Task goal:
Nothing but the lines from the start of the data through the line with "display:grid; place-items:center; width:51px;" should appear in the answer, each retyped exactly, and pictures should not.

Given data:
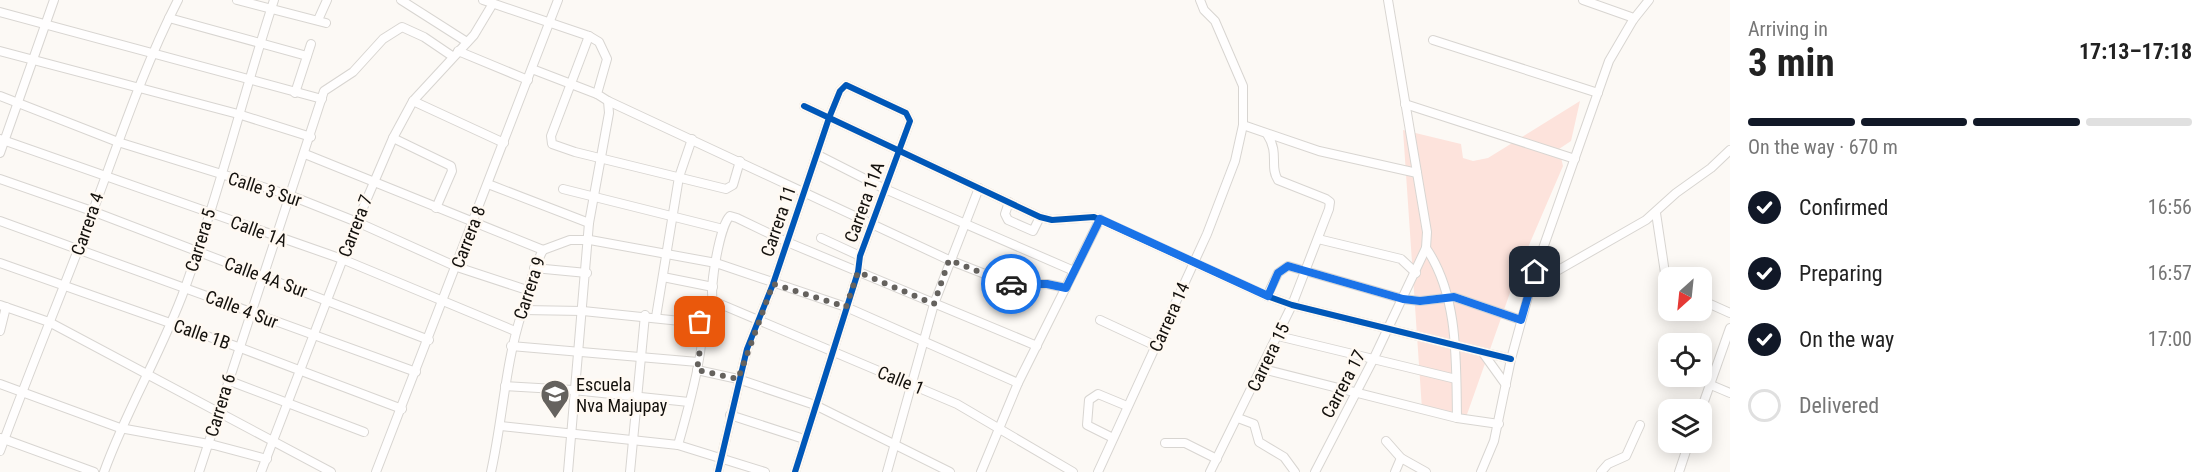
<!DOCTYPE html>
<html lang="en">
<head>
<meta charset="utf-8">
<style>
	:root { --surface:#fff; --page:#f6f6f6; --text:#222; --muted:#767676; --line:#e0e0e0; --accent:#111827 }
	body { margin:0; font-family:"Roboto Condensed",sans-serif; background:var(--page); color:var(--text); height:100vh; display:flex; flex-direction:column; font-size:22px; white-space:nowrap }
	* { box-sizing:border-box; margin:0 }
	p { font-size:20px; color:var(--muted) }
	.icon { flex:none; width:33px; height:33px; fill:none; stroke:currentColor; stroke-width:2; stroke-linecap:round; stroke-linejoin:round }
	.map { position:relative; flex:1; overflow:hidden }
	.details { display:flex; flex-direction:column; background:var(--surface); width:480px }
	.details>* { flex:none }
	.needle { width:39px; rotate:207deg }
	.controls { position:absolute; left:1658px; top:267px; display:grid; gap:12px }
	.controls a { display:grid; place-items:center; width:54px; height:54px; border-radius:12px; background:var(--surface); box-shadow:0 3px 15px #0003; font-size:30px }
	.pin { position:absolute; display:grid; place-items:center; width:51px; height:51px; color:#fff; margin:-26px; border-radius:12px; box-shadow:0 3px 9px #0006 }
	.courier { position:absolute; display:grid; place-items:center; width:60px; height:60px; margin:-30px; border:4px solid #1a73e8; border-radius:50%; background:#fff; color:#222; box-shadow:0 2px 8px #0007 }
	.headline em { font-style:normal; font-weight:700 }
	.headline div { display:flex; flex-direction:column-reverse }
	.headline { display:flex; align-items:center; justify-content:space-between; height:102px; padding:0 18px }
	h1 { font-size:39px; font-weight:700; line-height:45px }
	.bar { display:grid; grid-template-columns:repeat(4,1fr); gap:9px 6px; align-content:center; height:72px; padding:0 18px }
	.bar i { height:8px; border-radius:4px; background:var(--line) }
	.bar .active { background:var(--accent) }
	.bar p { grid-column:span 4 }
	ol { padding:0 18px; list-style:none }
	li { display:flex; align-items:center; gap:18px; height:66px }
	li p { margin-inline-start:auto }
	li .icon { padding:6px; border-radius:50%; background:var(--accent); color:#fff; stroke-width:4 }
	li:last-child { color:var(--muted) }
	li i { width:33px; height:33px; border:3px solid var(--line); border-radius:50% }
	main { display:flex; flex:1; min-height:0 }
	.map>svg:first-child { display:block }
	.green { fill:#fde3dc }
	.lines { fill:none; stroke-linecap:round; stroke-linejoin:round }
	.minor-casing { stroke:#d8d5d1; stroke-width:10 }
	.minor { stroke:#fffefe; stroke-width:8 }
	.cycleway-casing { stroke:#fff9f2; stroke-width:10 }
	.cycleway { stroke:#0057b8; stroke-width:6 }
	.done { stroke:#65625e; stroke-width:6; stroke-dasharray:0 10.8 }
	.route { stroke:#1a73e8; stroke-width:8 }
	.labels { text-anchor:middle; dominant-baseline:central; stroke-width:5; stroke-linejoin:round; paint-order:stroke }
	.street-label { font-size:18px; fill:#13100c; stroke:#fff9f2 }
	.poi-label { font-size:18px; fill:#13100c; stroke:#fff9f2; text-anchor:start }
</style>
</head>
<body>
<main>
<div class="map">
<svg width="1730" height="472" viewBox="0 0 1730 472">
	<rect width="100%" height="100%" fill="#fcf9f5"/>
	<!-- green -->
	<path class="green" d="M1580,101L1571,141L1559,149L1563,166L1517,273L1465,420L1422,409L1403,130L1461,144L1463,158L1473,161L1488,158Z"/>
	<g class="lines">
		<!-- minor casing -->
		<g class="minor-casing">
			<g id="minor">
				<path d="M237,0L326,23"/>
				<path d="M401,0L467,42"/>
				<path d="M483,0L589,36L599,42L607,59L597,94L608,101L609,113L589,223L568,472"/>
				<path d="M1583,0L1631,17L1633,20"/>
				<path d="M0,12L322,99"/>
				<path d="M169,18L307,56"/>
				<path d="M318,20L327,0"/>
				<path d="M589,36L551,136L552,144L575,152L726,189L733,185L740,161"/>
				<path d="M1433,40L1598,93"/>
				<path d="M0,51L238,114L311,137"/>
				<path d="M458,51L528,80"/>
				<path d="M532,69L597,94"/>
				<path d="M295,93L311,44"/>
				<path d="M0,96L118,142L289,195L357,222L457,267L527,290"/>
				<path d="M413,101L504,143"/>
				<path d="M608,101L949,260L1013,285L1047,284L1066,288"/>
				<path d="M1405,104L1575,159"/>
				<path d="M804,106L1040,217L1052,220L1094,217L1267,296L1292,305L1511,359"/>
				<path d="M1243,125L1319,151L1417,173"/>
				<path d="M393,138L451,166L452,171L436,208"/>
				<path d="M0,139L342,259L515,331"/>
				<path d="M0,153L54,0"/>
				<path d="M305,154L543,250"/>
				<path d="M816,154L885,189L1074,271"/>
				<path d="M0,179L92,211L429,340"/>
				<path d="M488,184L589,223"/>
				<path d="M563,189L723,229"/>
				<path d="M1009,202L1005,214L1008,220L1033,231L1040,217"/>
				<path d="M1656,213L1665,273L1669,278"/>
				<path d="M0,221L416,372"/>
				<path d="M821,238L860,256"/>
				<path d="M1318,239L1401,259L1416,273"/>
				<path d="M1426,248C1459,296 1456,362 1457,418"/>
				<path d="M543,250L570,240H590L716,263L846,307L1018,383"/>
				<path d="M0,263L238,347L402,409"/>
				<path d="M534,268L587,273"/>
				<path d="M1535,271L1555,272L1646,220L1676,193L1711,168L1730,150"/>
				<path d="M663,277L713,287"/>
				<path d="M1267,296L1278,273L1288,266L1403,299L1420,301L1454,297L1521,320"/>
				<path d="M1701,300L1730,313"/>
				<path d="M0,305L49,322L331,472"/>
				<path d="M523,310L583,311L700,323C709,337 684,424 678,445"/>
				<path d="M656,317L679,177L692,139"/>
				<path d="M1100,320L1156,346"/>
				<path d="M0,331L6,307"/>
				<path d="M1278,336L1456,379"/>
				<path d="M511,346L698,362"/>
				<path d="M1037,346L787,242L737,218L730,216C720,225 709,288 713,301L957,404L1073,472"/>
				<path d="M1483,353L1506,385"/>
				<path d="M1263,369L1457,418L1499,424"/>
				<path d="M697,370L738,379L815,405L950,472"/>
				<path d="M227,380L364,432"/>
				<path d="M0,384L120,428L214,445L267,459"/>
				<path d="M1711,385L1730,393"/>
				<path d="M505,386L573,390L689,402"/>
				<path d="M1701,410L1730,328"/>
				<path d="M730,415L804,439"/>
				<path d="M1238,418L1254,424L1259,442L1284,457L1295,472"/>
				<path d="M501,426L678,445L765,472"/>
				<path d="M1,438L94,472"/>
				<path d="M1113,438L1087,425L1089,400L1098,394L1127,406"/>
				<path d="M1386,441L1401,458L1426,472"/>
				<path d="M1165,443H1185L1217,459"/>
				<path d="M0,451C25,383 52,317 78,250C111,167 137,80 178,0"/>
				<path d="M104,472C127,408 162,352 185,288C219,194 243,95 274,0"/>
				<path d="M199,472L324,91L353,72L383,39L402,27L424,37L452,56"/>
				<path d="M261,472L357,222L393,138L413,101L474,35L492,5"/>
				<path d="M376,472L558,0"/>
				<path d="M491,472C503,418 505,364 522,312C529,290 532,270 543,250"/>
				<path d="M630,472L645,315"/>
				<path d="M718,472L747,349L773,284L829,118L840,91L846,85L906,113L910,121L860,256L858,272L795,472"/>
				<path d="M887,472L934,304L979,188"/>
				<path d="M981,472L1018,383L1100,219"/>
				<path d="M1098,472L1207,234L1235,161L1243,125V86L1215,21L1204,10L1200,0"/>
				<path d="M1210,472L1292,305L1329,209L1330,202L1326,199L1278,180C1269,166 1280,154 1267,134"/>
				<path d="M1315,472L1373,360L1426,248L1427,232L1388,0"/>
				<path d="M1395,472L1401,458"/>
				<path d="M1481,472L1494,441L1511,359L1535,271L1609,61L1633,20L1649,0"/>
				<path d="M1601,472L1608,464L1626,456L1640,425"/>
				<path d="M1679,472L1689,442"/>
			</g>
		</g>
		<!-- minor -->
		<use href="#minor" class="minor"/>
		<!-- cycleway casing -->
		<g class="cycleway-casing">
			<g id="cycleway">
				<path d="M804,106L1040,217L1052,220L1094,217L1267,296L1292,305L1511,359"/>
				<path d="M718,472L747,349L773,284L829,118L840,91L846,85L906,113L910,121L860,256L858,272L795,472"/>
			</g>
		</g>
		<!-- cycleway -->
		<use href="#cycleway" class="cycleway"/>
	</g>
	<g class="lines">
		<!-- done -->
		<path class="done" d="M700,322L703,328L697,370L738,379L773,284L846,307L858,272L934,304L949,260L1011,284"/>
		<!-- route -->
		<path class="route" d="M1011,284H1047L1066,288L1100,219L1268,296L1278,273L1288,266L1403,299L1420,301L1454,297L1521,320L1535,272"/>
	</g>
	<!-- icons -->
	<defs>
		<g id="school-pin" transform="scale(1.5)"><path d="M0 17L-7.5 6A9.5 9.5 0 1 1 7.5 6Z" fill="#65625e" stroke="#fff9f2"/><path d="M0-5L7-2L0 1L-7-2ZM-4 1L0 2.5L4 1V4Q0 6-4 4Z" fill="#fff"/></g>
	</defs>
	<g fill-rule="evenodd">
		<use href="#school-pin" x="555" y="394"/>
	</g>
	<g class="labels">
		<!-- street labels -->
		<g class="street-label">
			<text transform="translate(265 189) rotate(18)">Calle 3 Sur</text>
			<text transform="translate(864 202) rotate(-70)">Carrera 11A</text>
			<text transform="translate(778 221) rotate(-71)">Carrera 11</text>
			<text transform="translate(87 224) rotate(-71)">Carrera 4</text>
			<text transform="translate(355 226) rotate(-69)">Carrera 7</text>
			<text transform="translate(259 231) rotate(20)">Calle 1A</text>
			<text transform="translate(468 237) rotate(-69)">Carrera 8</text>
			<text transform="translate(200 240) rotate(-73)">Carrera 5</text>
			<text transform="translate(266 277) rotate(20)">Calle 4A Sur</text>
			<text transform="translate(529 288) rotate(-72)">Carrera 9</text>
			<text transform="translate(242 309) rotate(21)">Calle 4 Sur</text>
			<text transform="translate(1169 317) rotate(-66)">Carrera 14</text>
			<text transform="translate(202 334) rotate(19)">Calle 1B</text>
			<text transform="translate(1268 357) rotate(-64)">Carrera 15</text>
			<text transform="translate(901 380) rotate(22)">Calle 1</text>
			<text transform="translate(1343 384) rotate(-62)">Carrera 17</text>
			<text transform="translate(220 405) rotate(-73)">Carrera 6</text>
		</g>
		<!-- poi labels -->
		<g class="poi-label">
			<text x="576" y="384">Escuela<tspan x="576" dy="21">Nva Majupay</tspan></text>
		</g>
	</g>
</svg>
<div class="controls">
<a><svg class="needle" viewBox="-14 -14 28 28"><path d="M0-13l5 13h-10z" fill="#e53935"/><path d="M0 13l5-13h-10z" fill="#767676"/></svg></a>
<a><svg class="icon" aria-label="locate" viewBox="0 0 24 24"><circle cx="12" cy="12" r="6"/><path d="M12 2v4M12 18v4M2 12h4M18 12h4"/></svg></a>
<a><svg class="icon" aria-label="layers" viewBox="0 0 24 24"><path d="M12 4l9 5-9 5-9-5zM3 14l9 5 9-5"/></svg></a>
</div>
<div class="pin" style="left:700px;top:322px;background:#ea580c"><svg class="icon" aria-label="bag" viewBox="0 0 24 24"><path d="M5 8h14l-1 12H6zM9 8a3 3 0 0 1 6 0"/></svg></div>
<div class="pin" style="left:1535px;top:272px;background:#1f2937"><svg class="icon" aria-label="home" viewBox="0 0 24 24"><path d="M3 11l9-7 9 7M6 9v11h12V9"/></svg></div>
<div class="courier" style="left:1011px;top:284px"><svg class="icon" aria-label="car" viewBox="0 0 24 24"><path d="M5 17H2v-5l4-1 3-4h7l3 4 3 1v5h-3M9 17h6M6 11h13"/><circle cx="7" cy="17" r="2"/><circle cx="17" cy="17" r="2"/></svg></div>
</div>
<section class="details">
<div class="headline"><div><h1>3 min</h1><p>Arriving in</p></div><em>17:13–17:18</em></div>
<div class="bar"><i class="active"></i><i class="active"></i><i class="active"></i><i></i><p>On the way · 670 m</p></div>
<ol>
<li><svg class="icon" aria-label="check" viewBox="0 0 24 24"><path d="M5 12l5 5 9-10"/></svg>Confirmed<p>16:56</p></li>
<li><svg class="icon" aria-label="check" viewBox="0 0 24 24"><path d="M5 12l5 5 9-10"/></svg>Preparing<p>16:57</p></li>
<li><svg class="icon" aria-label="check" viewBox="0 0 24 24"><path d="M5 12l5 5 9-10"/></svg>On the way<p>17:00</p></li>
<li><i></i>Delivered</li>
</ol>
</section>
</main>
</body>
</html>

Answer area:
<!DOCTYPE html>
<html lang="en">
<head>
<meta charset="utf-8">
<style>
	:root { --surface:#fff; --page:#f6f6f6; --text:#222; --muted:#767676; --line:#e0e0e0; --accent:#111827 }
	body { margin:0; font-family:"Roboto Condensed",sans-serif; background:var(--page); color:var(--text); height:100vh; display:flex; flex-direction:column; font-size:22px; white-space:nowrap }
	* { box-sizing:border-box; margin:0 }
	p { font-size:20px; color:var(--muted) }
	.icon { flex:none; width:33px; height:33px; fill:none; stroke:currentColor; stroke-width:2; stroke-linecap:round; stroke-linejoin:round }
	.map { position:relative; flex:1; overflow:hidden }
	.details { display:flex; flex-direction:column; background:var(--surface); width:480px }
	.details>* { flex:none }
	.needle { width:39px; rotate:207deg }
	.controls { position:absolute; left:1658px; top:267px; display:grid; gap:12px }
	.controls a { display:grid; place-items:center; width:54px; height:54px; border-radius:12px; background:var(--surface); box-shadow:0 3px 15px #0003; font-size:30px }
	.pin { position:absolute; display:grid; place-items:center; width:51px; height:51px; color:#fff; margin:-26px; border-radius:12px; box-shadow:0 3px 9px #0006 }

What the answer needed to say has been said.